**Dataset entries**

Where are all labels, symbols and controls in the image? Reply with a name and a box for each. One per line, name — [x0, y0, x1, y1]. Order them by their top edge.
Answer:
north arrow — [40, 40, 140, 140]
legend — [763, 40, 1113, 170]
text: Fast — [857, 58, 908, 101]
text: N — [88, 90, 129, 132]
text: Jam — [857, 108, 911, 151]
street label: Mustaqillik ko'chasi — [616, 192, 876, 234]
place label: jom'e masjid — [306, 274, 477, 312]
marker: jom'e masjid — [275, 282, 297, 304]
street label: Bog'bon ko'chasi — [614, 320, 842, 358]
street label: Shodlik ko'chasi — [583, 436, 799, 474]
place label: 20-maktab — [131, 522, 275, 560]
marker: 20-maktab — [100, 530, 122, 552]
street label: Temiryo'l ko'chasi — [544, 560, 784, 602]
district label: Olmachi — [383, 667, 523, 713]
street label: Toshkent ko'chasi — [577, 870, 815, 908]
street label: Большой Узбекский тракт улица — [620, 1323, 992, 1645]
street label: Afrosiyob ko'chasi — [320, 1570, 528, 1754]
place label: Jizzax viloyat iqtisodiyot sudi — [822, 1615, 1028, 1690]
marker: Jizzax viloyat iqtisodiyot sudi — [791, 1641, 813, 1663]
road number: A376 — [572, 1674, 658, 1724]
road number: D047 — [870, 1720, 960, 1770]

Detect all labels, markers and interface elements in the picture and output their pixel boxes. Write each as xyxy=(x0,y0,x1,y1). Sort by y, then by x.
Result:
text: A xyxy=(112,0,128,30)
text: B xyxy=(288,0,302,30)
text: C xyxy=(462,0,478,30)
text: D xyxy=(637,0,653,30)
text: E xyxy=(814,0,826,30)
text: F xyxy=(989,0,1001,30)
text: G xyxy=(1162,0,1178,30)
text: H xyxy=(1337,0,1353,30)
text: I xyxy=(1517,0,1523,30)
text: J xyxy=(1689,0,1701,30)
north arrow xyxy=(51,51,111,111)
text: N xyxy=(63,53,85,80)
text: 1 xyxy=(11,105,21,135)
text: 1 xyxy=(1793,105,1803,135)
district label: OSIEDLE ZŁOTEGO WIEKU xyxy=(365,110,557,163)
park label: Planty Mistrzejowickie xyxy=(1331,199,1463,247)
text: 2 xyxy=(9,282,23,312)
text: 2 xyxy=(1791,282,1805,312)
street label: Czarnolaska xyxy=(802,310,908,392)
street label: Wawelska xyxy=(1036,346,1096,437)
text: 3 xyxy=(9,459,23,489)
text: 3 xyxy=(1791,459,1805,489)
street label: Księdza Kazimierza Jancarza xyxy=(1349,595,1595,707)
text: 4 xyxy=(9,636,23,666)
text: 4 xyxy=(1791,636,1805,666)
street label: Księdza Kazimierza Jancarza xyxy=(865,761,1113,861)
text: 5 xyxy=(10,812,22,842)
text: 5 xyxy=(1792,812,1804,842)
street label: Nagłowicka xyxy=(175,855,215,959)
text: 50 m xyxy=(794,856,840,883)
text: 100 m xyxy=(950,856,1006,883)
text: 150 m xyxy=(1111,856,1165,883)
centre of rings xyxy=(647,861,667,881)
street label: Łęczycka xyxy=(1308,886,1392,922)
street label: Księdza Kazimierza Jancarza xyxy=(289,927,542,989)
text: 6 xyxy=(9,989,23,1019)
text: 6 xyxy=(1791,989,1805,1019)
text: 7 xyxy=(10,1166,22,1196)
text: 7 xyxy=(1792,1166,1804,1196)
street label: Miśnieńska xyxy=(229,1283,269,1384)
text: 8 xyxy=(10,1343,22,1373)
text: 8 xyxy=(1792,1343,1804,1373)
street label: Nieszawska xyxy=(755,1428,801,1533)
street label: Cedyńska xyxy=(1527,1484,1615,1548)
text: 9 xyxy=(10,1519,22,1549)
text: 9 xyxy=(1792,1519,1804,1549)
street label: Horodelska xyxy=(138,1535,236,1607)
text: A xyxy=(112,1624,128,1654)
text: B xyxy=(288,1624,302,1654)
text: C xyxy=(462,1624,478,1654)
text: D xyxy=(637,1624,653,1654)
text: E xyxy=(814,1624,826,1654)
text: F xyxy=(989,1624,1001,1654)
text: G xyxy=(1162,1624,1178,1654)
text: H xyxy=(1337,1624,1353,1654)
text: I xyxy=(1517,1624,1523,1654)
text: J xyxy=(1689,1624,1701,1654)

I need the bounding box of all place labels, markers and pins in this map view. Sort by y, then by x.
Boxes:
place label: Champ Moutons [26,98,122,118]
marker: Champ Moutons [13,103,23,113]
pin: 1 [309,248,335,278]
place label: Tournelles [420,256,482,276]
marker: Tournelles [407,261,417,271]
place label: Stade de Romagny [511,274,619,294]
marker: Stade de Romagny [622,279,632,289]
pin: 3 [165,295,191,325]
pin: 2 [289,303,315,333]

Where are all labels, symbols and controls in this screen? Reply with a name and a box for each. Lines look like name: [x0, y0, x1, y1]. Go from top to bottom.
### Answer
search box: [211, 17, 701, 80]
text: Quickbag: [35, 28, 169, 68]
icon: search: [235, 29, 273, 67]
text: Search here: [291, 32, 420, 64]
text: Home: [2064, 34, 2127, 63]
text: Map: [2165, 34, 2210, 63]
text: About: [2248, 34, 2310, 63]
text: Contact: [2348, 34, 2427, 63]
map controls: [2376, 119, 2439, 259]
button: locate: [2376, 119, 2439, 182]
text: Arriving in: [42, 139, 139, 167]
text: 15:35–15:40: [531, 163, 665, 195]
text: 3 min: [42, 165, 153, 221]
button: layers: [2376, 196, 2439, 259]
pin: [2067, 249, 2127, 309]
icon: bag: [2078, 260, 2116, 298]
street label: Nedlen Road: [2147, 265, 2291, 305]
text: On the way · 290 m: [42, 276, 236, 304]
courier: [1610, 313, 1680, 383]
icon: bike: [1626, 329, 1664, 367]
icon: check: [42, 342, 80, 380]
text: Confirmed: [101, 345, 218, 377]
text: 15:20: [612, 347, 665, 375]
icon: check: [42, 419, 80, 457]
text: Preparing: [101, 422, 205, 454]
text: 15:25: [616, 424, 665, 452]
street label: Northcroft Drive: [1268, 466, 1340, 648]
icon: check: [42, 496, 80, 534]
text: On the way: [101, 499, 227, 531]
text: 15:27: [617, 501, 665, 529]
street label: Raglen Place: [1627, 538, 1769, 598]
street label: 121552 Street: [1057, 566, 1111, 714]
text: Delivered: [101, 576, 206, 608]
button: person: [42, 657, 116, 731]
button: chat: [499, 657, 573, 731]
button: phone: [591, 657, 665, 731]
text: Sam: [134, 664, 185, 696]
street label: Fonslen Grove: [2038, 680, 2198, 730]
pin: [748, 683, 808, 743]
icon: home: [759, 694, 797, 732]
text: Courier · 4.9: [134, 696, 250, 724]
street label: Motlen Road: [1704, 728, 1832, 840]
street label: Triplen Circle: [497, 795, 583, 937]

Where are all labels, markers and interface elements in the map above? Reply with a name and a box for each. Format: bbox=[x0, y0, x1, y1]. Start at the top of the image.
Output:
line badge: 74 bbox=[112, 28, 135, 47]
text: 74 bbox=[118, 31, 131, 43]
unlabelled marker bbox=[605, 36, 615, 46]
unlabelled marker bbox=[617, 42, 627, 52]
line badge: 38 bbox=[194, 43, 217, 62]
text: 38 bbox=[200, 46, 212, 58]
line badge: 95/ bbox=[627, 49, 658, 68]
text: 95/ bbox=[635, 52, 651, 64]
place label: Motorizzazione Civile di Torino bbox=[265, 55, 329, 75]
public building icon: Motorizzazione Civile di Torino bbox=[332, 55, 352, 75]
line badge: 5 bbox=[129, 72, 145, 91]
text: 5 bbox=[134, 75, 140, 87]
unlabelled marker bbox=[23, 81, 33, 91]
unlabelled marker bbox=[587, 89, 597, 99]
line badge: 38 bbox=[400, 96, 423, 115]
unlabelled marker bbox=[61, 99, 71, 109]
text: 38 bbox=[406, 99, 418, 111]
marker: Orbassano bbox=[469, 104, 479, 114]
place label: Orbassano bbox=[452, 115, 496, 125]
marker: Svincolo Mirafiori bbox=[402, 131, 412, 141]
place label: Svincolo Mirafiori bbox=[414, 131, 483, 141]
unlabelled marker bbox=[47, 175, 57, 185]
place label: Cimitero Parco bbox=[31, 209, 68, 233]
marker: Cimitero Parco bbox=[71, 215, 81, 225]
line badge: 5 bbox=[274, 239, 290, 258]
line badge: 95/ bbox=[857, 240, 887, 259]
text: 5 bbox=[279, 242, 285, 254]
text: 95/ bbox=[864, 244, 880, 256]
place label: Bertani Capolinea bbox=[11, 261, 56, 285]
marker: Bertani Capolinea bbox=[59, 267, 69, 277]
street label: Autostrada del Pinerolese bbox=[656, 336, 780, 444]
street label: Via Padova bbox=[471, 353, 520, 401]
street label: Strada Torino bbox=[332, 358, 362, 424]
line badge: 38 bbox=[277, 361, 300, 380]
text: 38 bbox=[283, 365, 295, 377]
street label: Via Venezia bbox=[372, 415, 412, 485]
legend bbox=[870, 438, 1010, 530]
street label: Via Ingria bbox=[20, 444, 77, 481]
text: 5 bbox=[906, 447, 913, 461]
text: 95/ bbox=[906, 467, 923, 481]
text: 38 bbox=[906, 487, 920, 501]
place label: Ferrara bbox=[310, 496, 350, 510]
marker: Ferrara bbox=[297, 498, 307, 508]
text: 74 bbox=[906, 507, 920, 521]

**PROBLEM DETAILS**
Your task is to return each line of the data above that contains the string "number".

**SOLUTION BELOW**
road number: A376 — [572, 1674, 658, 1724]
road number: D047 — [870, 1720, 960, 1770]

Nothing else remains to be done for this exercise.